Margarete küßte sie herzlich.

»Es wäre sehr schlecht um meine Freundschaft bestellt, wollte sie sich durch Aeußerlichkeiten beeinflussen lassen. Bleib' Du nur immer Du selbst, werde Dir selbst nicht untreu, dann werde ich es ganz gewiß auch nicht!«

Margarete lud Walpurga und Frau Doktor ein, sie in ihrer Wohnung zu besuchen.

Und am nächsten Sonntag schon folgten die beiden dieser Einladung.

Margarete zeigte ihnen mit reizender, hausfräulicher Würde ihre schöne, vornehm ausgestattete Wohnung, und bestand darauf, daß die beiden Damen zu Tisch blieben, damit sie dieselben mit ihrem jungen Gatten bekannt machen konnte.

Baron Wetzlaff, ein stattlicher, schlanker Herr von etwa dreißig Jahren, mit einem sympathischen Gesicht und lebhaftem, heiteren Wesen, kam dann auch kurz vor Tisch von einem Ausgang nach Hause zurück und begrüßte Frau Doktor sehr artig, Walpurga jedoch gleich mit einem lachenden Gesicht.

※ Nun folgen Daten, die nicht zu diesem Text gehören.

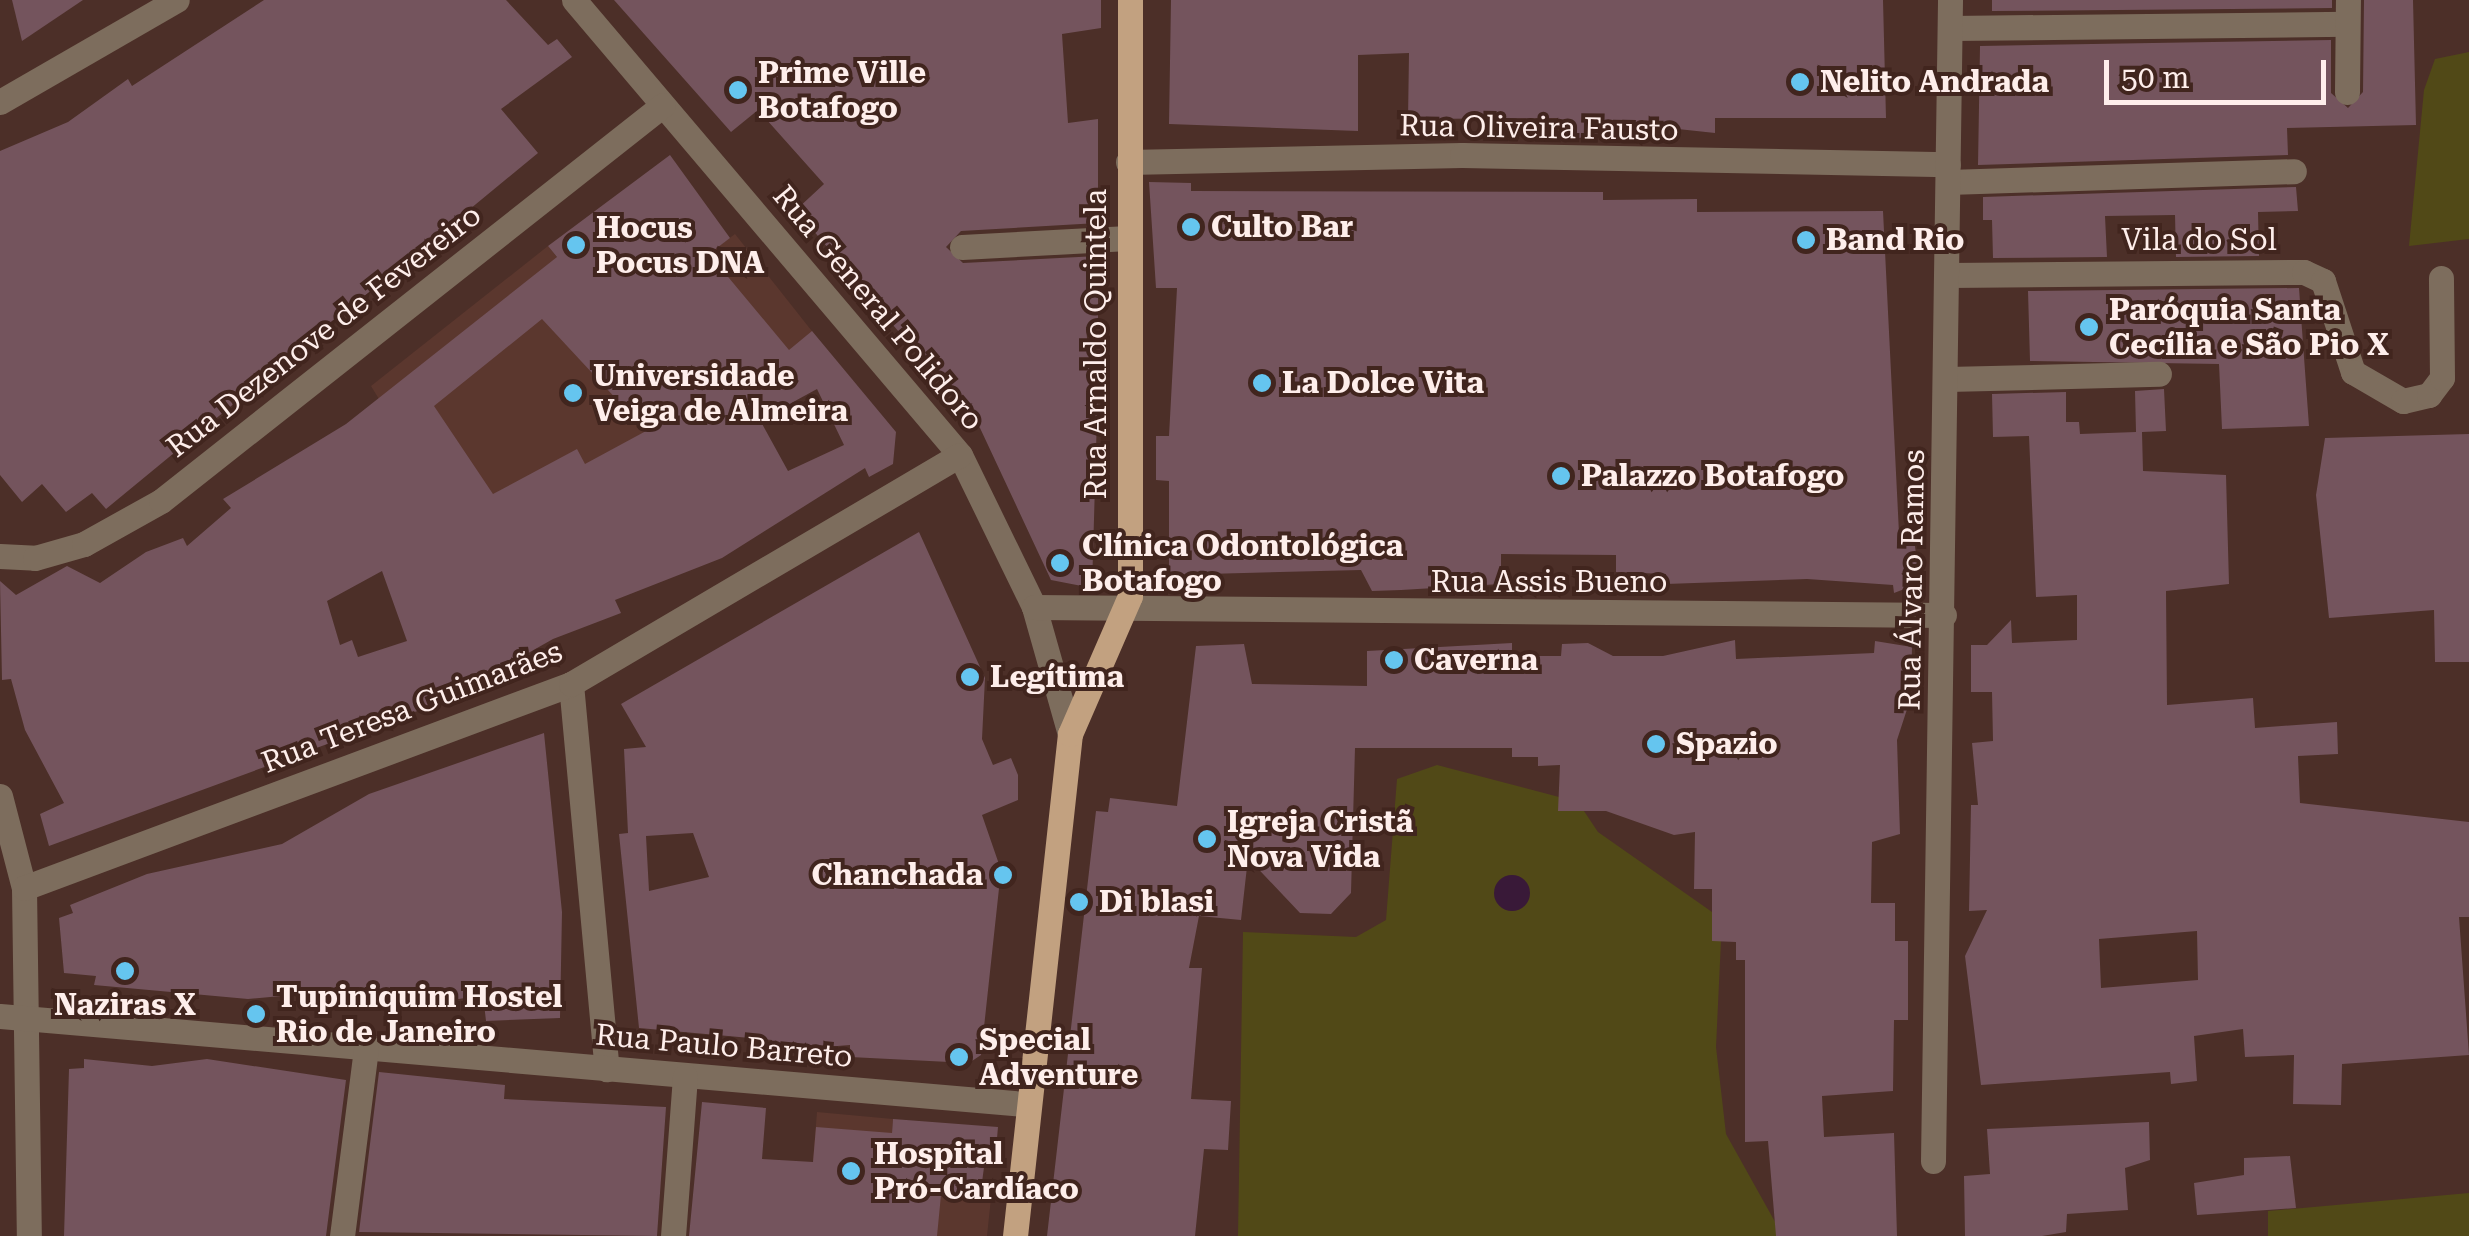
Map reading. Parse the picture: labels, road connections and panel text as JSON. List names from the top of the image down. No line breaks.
{"streets":{"main road":["Rua General Polidoro","Rua Arnaldo Quintela"],"street":["Rua Oliveira Fausto","Vila do Sol","Rua Dezenove de Fevereiro","Rua Álvaro Ramos","Rua Assis Bueno","Rua Teresa Guimarães","Rua Paulo Barreto"]},"crossings":[["Rua Oliveira Fausto","Rua Arnaldo Quintela"],["Rua Oliveira Fausto","Rua Álvaro Ramos"],["Vila do Sol","Rua Álvaro Ramos"],["Rua General Polidoro","Rua Dezenove de Fevereiro"],["Rua General Polidoro","Rua Arnaldo Quintela"],["Rua General Polidoro","Rua Assis Bueno"],["Rua General Polidoro","Rua Teresa Guimarães"],["Rua General Polidoro","Rua Paulo Barreto"],["Rua Arnaldo Quintela","Rua Assis Bueno"],["Rua Álvaro Ramos","Rua Assis Bueno"]],"places":["Nelito Andrada","Prime Ville Botafogo","Culto Bar","Band Rio","Hocus Pocus DNA","Paróquia Santa Cecília e São Pio X","La Dolce Vita","Universidade Veiga de Almeira","Palazzo Botafogo","Clínica Odontológica Botafogo","Caverna","Legítima","Spazio","Igreja Cristã Nova Vida","Chanchada","Di blasi","Naziras X","Tupiniquim Hostel Rio de Janeiro","Special Adventure","Hospital Pró-Cardíaco"],"scale_bar":"50 m"}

»Von Ihnen hat mir meine Frau schon soviel erzählt, mein gnädiges Fräulein, daß Sie mir gar nicht fremd sind. Und Ihre schöne Stimme hab' ich ja auch schon gehört – in der Kirche. Es freut mich sehr, Sie kennen zu lernen von Angesicht zu Angesicht!«

Walpurga sah ihm mit ihren klaren, blauen Augen froh ins Gesicht.

»Ich freue mich auch, Herr Baron!« antwortete sie schlicht, und sie freute sich, daß ihr der Mann ihrer besten Freundin einen so günstigen Eindruck machte.

Als sie sah, wie liebevoll er seine junge Frau ansah und wie er um sie besorgt war, da war sie ganz glücklich, denn sie wußte nun, daß Margaretes sonnenlose Kindheit im Glück ihrer Ehe bald vergessen sein würde.

Erst am späten Nachmittag ließ Margarete die beiden Damen wieder fort, und sie mußten versprechen, bald einmal wiederzukommen.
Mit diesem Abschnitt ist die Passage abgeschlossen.